Er zijn ook gebieden die bekend staan als "schaduwzones", waar gevallen en sterfgevallen van ebola worden vermoed, maar niet adequaat kunnen worden geteld of onderzocht vanwege wantrouwen jegens gezondheidsfunctionarissen of een gebrek aan adequaat vervoer en personeel.
De hevige angst binnen de gemeenschap en de slechte toegang tot gezondheidszorg draagt ook bij aan plunderingen en samenscholingen, wat leidt tot zowel verdere verspreiding van de ziekte als verdere complicaties voor het toezicht op de verdachte gevallen. Er werd bijvoorbeeld een tijdelijke opvangfaciliteit opgezet voor ebolapatiënten in de township West Point in Liberia. Veel leden van de lokale gemeenschap geloofden echter dat deze faciliteit eigenlijk een kliniek voor algemene gezondheidszorg was. Geruchten verspreidden zich door nabijgelegen gemeenschappen die weinig tot geen toegang hebben tot gezondheidszorg. Families uit deze andere gemeenschappen brachten geliefden met verschillende ziekten naar de faciliteit, waar ze in contact kwamen met vermoedelijke ebolapatiënten. De West Point gemeenschap nam de aanwezigheid van patiënten die niet uit de West Point township kwamen kwalijk, wat leidde tot rellen, plunderingen en de verspreiding van mogelijk besmette materialen.

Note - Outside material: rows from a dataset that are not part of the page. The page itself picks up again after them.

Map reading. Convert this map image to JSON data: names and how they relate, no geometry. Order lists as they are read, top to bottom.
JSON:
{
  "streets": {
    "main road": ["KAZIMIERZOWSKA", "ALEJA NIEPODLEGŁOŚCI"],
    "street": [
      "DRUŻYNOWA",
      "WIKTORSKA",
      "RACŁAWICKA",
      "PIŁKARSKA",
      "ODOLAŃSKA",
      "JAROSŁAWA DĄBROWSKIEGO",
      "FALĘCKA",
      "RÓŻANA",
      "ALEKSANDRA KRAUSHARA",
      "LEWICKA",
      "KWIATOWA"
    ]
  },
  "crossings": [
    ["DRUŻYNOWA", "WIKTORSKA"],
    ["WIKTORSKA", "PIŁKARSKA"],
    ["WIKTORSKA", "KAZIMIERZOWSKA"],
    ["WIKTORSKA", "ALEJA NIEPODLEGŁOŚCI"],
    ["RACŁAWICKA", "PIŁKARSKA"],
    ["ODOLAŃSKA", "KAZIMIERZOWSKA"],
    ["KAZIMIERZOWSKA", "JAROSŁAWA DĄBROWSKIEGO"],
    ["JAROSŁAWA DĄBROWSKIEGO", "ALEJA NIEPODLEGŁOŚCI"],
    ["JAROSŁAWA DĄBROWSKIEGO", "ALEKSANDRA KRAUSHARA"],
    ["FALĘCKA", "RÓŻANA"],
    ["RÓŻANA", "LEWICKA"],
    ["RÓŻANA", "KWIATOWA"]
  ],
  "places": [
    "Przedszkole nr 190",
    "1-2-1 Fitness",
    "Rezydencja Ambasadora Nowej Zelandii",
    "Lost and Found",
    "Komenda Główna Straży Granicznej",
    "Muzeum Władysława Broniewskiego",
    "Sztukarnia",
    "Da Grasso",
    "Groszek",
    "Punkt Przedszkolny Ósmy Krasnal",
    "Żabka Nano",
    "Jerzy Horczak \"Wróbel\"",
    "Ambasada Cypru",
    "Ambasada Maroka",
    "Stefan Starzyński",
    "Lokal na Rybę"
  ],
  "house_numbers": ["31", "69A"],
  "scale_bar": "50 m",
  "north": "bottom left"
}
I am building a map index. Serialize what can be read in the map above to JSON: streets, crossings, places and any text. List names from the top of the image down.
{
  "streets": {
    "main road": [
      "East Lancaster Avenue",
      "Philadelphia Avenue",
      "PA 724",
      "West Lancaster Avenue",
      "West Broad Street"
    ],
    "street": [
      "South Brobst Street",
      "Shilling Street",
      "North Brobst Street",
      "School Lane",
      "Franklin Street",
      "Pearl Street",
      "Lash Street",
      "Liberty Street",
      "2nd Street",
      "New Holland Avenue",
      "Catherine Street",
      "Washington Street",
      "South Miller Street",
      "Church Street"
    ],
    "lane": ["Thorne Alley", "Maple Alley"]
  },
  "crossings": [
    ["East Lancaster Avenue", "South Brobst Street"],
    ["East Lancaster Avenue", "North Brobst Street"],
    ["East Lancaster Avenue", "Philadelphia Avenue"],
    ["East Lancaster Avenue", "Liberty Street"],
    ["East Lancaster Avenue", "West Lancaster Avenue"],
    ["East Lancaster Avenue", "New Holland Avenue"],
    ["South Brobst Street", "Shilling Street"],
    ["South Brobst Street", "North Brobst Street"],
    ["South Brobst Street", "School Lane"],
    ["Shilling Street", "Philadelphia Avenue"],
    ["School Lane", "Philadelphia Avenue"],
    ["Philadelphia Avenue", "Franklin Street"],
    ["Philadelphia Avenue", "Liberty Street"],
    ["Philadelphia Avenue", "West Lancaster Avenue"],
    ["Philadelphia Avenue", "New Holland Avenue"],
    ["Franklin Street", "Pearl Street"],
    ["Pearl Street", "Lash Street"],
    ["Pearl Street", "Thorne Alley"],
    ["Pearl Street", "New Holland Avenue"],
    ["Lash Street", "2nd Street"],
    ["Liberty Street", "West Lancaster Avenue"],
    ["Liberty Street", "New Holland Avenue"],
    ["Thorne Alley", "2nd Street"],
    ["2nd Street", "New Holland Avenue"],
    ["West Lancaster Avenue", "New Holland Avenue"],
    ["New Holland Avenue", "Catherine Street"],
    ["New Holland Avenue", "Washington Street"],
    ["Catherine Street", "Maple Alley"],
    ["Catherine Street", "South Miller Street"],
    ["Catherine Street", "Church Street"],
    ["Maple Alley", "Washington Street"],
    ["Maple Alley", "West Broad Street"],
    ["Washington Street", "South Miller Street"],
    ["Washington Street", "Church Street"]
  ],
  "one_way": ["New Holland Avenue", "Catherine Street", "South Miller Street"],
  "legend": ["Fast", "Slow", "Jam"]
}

De volledige omvang van de uitbraak is nog onbekend, maar epidemiologen van de WHO werken samen met Artsen zonder Grenzen en het Amerikaanse Centers for Disease Control and Prevention om manieren te vinden om nauwkeurigere schattingen te maken van het aantal gevallen van ebola. Sommige autoriteiten schatten dat de epidemie niet onder controle worden gebracht voordat het aantal patiënten 20.000 mensen in het komende jaar.